→ **GIVEN DATA**
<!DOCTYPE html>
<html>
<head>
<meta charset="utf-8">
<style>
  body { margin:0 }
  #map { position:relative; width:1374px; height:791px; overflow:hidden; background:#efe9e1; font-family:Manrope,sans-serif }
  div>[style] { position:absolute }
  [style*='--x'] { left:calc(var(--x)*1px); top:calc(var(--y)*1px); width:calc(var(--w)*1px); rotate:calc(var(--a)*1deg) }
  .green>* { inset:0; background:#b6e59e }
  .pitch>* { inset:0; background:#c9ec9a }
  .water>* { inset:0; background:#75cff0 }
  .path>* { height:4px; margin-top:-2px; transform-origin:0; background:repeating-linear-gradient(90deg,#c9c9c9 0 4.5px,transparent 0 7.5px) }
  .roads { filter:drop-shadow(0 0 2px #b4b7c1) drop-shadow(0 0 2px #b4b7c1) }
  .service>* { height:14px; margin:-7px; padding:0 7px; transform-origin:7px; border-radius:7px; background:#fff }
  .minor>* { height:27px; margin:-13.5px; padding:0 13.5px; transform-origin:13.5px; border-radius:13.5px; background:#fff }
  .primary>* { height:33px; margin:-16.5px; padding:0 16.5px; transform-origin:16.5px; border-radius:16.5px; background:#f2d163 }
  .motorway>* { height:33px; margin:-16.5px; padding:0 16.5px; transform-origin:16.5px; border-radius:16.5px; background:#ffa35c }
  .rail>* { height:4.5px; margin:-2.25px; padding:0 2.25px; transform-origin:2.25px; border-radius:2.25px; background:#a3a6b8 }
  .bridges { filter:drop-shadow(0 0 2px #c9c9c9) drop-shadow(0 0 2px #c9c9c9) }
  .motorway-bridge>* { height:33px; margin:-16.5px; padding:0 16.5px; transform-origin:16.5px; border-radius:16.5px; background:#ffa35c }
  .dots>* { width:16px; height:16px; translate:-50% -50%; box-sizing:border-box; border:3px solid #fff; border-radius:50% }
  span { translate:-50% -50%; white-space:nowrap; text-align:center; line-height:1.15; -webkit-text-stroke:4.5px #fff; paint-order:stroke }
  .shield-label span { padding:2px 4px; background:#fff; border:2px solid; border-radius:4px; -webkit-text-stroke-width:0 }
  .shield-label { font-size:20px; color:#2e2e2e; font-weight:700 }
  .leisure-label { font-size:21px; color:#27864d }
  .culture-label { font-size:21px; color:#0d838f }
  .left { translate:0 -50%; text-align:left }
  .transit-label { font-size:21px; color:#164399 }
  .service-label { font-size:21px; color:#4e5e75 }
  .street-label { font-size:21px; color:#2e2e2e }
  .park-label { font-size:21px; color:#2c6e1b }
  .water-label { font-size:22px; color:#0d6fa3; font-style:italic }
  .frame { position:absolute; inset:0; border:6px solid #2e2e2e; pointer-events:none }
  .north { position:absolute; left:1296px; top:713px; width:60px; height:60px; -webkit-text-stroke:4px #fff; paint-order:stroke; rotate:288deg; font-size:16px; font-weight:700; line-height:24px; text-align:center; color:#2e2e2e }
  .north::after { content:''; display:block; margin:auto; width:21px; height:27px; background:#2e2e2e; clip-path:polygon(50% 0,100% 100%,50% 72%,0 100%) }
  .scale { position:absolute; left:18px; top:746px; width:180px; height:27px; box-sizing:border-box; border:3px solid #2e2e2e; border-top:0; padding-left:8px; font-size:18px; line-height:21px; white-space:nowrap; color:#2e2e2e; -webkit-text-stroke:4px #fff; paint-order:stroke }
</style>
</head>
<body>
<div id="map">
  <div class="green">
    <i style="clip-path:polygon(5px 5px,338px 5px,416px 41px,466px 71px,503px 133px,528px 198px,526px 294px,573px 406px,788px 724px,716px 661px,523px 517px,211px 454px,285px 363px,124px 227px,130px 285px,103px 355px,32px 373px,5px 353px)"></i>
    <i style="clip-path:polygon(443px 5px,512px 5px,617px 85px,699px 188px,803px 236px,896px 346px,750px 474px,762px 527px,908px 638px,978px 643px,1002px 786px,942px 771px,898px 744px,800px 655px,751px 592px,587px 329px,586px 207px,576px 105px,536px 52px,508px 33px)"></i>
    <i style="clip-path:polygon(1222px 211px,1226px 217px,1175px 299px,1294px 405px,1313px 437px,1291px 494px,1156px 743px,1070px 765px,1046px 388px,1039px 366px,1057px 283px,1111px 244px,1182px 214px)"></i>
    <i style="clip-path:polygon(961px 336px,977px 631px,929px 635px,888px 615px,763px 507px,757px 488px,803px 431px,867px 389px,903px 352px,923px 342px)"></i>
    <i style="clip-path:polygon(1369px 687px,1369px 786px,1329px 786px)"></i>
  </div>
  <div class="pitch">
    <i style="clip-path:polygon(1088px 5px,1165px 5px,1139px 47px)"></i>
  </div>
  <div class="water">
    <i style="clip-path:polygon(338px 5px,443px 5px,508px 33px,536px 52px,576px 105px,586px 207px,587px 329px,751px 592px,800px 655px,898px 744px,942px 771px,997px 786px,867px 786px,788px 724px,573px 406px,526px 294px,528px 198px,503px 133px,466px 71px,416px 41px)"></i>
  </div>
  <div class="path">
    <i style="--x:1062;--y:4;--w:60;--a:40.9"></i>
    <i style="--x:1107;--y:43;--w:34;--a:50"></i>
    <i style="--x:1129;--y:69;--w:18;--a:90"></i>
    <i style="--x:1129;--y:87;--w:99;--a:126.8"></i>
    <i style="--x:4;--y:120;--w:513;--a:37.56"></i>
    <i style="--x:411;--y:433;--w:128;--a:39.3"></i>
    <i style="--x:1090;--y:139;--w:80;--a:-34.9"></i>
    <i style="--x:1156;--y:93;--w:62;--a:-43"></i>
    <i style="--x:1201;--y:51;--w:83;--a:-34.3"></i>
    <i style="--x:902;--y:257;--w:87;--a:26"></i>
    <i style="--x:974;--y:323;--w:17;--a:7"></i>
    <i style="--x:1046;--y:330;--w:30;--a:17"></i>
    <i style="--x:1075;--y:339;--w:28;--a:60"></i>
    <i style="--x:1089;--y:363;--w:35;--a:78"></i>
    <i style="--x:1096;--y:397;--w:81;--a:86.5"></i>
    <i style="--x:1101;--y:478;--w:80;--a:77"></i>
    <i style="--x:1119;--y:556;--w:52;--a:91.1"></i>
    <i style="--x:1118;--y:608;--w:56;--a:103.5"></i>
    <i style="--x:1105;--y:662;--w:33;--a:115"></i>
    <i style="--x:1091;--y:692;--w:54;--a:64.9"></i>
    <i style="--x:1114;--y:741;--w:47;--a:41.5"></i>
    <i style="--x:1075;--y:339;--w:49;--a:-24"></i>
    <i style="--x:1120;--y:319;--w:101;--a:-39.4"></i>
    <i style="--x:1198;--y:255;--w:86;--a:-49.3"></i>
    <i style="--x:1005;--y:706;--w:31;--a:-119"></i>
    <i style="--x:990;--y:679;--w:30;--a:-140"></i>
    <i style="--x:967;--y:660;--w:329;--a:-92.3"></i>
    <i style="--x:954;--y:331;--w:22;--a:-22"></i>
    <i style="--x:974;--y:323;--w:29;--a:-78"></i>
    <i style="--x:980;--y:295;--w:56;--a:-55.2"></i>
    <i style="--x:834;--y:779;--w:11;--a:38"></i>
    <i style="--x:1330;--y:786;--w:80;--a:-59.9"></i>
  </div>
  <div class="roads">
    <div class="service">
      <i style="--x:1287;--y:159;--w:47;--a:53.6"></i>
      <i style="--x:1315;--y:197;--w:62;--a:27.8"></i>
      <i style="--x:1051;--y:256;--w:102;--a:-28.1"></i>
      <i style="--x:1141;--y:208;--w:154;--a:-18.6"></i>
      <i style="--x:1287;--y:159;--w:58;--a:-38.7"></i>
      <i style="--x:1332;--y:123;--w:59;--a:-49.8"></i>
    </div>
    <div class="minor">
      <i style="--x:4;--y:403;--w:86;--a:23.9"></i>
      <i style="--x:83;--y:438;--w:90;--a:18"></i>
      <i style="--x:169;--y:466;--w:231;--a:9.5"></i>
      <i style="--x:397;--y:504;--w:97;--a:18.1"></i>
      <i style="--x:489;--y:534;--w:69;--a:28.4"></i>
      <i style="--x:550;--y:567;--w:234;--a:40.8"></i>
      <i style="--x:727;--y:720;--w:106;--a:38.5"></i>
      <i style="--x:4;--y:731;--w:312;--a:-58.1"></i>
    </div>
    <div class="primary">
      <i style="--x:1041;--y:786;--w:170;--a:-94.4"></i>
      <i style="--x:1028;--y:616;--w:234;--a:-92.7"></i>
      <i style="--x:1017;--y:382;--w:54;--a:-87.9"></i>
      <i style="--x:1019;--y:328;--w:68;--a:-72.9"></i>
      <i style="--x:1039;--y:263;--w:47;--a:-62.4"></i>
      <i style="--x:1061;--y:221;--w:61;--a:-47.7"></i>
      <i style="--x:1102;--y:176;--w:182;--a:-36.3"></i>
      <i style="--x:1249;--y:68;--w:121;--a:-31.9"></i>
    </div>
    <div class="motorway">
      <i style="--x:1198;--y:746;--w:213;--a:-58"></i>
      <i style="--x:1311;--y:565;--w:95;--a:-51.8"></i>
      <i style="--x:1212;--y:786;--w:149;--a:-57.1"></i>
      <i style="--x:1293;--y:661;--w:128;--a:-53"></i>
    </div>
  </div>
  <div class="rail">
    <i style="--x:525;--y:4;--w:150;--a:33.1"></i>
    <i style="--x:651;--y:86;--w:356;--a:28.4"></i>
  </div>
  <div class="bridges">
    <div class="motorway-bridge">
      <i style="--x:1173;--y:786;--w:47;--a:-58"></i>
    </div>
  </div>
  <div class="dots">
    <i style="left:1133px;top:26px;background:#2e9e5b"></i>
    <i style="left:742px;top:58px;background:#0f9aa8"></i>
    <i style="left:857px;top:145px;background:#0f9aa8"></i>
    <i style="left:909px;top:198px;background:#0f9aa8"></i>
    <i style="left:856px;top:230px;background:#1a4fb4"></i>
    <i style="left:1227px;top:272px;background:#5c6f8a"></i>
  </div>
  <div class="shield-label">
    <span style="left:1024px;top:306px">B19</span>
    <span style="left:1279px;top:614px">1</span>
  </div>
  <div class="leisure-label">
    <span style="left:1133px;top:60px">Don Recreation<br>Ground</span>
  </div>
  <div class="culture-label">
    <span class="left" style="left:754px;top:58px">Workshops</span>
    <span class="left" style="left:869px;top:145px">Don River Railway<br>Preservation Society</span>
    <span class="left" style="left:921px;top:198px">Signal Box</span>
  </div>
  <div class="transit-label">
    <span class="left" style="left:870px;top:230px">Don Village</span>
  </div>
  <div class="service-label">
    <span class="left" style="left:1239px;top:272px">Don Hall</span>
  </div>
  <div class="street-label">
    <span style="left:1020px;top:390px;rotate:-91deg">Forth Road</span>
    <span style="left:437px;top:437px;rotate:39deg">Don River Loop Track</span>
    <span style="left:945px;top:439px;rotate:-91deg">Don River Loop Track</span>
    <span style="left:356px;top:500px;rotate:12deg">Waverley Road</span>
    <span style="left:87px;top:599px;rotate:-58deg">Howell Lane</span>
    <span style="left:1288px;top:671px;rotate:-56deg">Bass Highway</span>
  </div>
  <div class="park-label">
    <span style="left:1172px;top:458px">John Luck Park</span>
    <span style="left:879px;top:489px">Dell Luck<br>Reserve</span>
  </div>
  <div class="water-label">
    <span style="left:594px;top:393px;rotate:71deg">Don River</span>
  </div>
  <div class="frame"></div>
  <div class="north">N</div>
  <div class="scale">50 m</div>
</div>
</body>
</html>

→ **WHAT TO WORK ON**
Starting at the line that has "height:14px; margin:-7px; padding:0" in the records above, restate word for word every line until the one that has "font-size:20px; color:#2e2e2e; font-weight:700", and include that one as well.

→ **RESPONSE**
  .service>* { height:14px; margin:-7px; padding:0 7px; transform-origin:7px; border-radius:7px; background:#fff }
  .minor>* { height:27px; margin:-13.5px; padding:0 13.5px; transform-origin:13.5px; border-radius:13.5px; background:#fff }
  .primary>* { height:33px; margin:-16.5px; padding:0 16.5px; transform-origin:16.5px; border-radius:16.5px; background:#f2d163 }
  .motorway>* { height:33px; margin:-16.5px; padding:0 16.5px; transform-origin:16.5px; border-radius:16.5px; background:#ffa35c }
  .rail>* { height:4.5px; margin:-2.25px; padding:0 2.25px; transform-origin:2.25px; border-radius:2.25px; background:#a3a6b8 }
  .bridges { filter:drop-shadow(0 0 2px #c9c9c9) drop-shadow(0 0 2px #c9c9c9) }
  .motorway-bridge>* { height:33px; margin:-16.5px; padding:0 16.5px; transform-origin:16.5px; border-radius:16.5px; background:#ffa35c }
  .dots>* { width:16px; height:16px; translate:-50% -50%; box-sizing:border-box; border:3px solid #fff; border-radius:50% }
  span { translate:-50% -50%; white-space:nowrap; text-align:center; line-height:1.15; -webkit-text-stroke:4.5px #fff; paint-order:stroke }
  .shield-label span { padding:2px 4px; background:#fff; border:2px solid; border-radius:4px; -webkit-text-stroke-width:0 }
  .shield-label { font-size:20px; color:#2e2e2e; font-weight:700 }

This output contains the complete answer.